Altro importante aspetto: nelle ultime due settimane abbiamo ricevuto diverse segnalazioni e richieste di verifica sull’assegnazione dei buoi spesa. Premesso che sono già stati fatti controlli sui requisiti di residenza, soggiorno, composizione del nucleo familiare, redditi di tipo assistenziale (Rdc, RED, etc), lunedì 27 aprile alle ore 10.00 l’Ufficio Politiche Sociali procederà con l’estrazione di un campione pari al 25% del totale degli ammessi al beneficio che sarà successivamente sottoposto ad ulteriori controlli in collaborazione con le Autorità competenti.

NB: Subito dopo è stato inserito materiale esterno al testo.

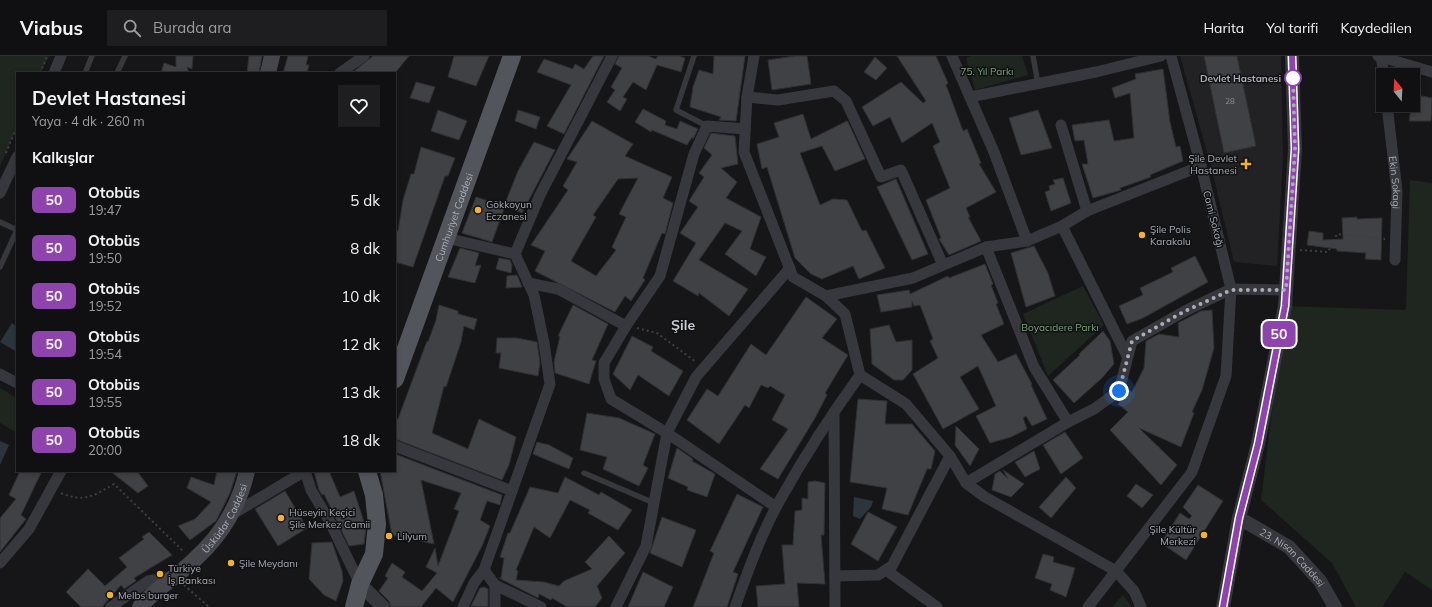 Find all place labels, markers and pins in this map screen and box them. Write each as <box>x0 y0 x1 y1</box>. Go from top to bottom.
marker: Devlet Hastanesi <box>1284 69 1302 87</box>
place label: Devlet Hastanesi <box>1200 72 1281 85</box>
place label: Şile Devlet Hastanesi <box>1188 152 1237 177</box>
marker: Şile Devlet Hastanesi <box>1240 158 1252 170</box>
place label: Gökkoyun Eczanesi <box>486 198 532 223</box>
marker: Gökkoyun Eczanesi <box>473 205 483 215</box>
place label: Şile Polis Karakolu <box>1150 223 1191 248</box>
marker: Şile Polis Karakolu <box>1137 230 1147 240</box>
place label: Hüseyin Keçici Şile Merkez Camii <box>289 506 370 531</box>
marker: Hüseyin Keçici Şile Merkez Camii <box>276 513 286 523</box>
place label: Şile Kültür Merkezi <box>1150 523 1196 548</box>
place label: Lilyum <box>397 530 427 543</box>
marker: Şile Kültür Merkezi <box>1199 530 1209 540</box>
marker: Lilyum <box>384 531 394 541</box>
place label: Şile Meydanı <box>239 557 298 570</box>
marker: Şile Meydanı <box>226 558 236 568</box>
place label: Türkiye İş Bankası <box>168 562 215 587</box>
marker: Türkiye İş Bankası <box>155 569 165 579</box>
place label: Melbs burger <box>118 589 179 602</box>
marker: Melbs burger <box>105 590 115 600</box>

«Trattasi di un ulteriore controllo – conclude l’assessore alle Politiche Sociali dott.ssa Angela Carrieri – che viene sempre svolto e che richiede un impegno aggiuntivo da parte di tutto lo staff dei servizi sociali (che ringrazio ancora una volta), e che in questo caso viene anche pubblicizzato, affinchè ogni dubbio sulla legittimità dell’assegnazione dei buoni spesa venga messo da parte, visto che da qualcuno era stato sollevato. Nostro compito è quello di assicurare pari diritti a tutti i cittadini ed è quello che continueremo a fare anche in futuro. Quello in cui crediamo è una comunità fatta da persone che sappiano porgere la mano al proprio vicino ed insieme risollevarsi. Solo così ne usciremo. Solo così ritorneremo ad essere la Fasano che amiamo».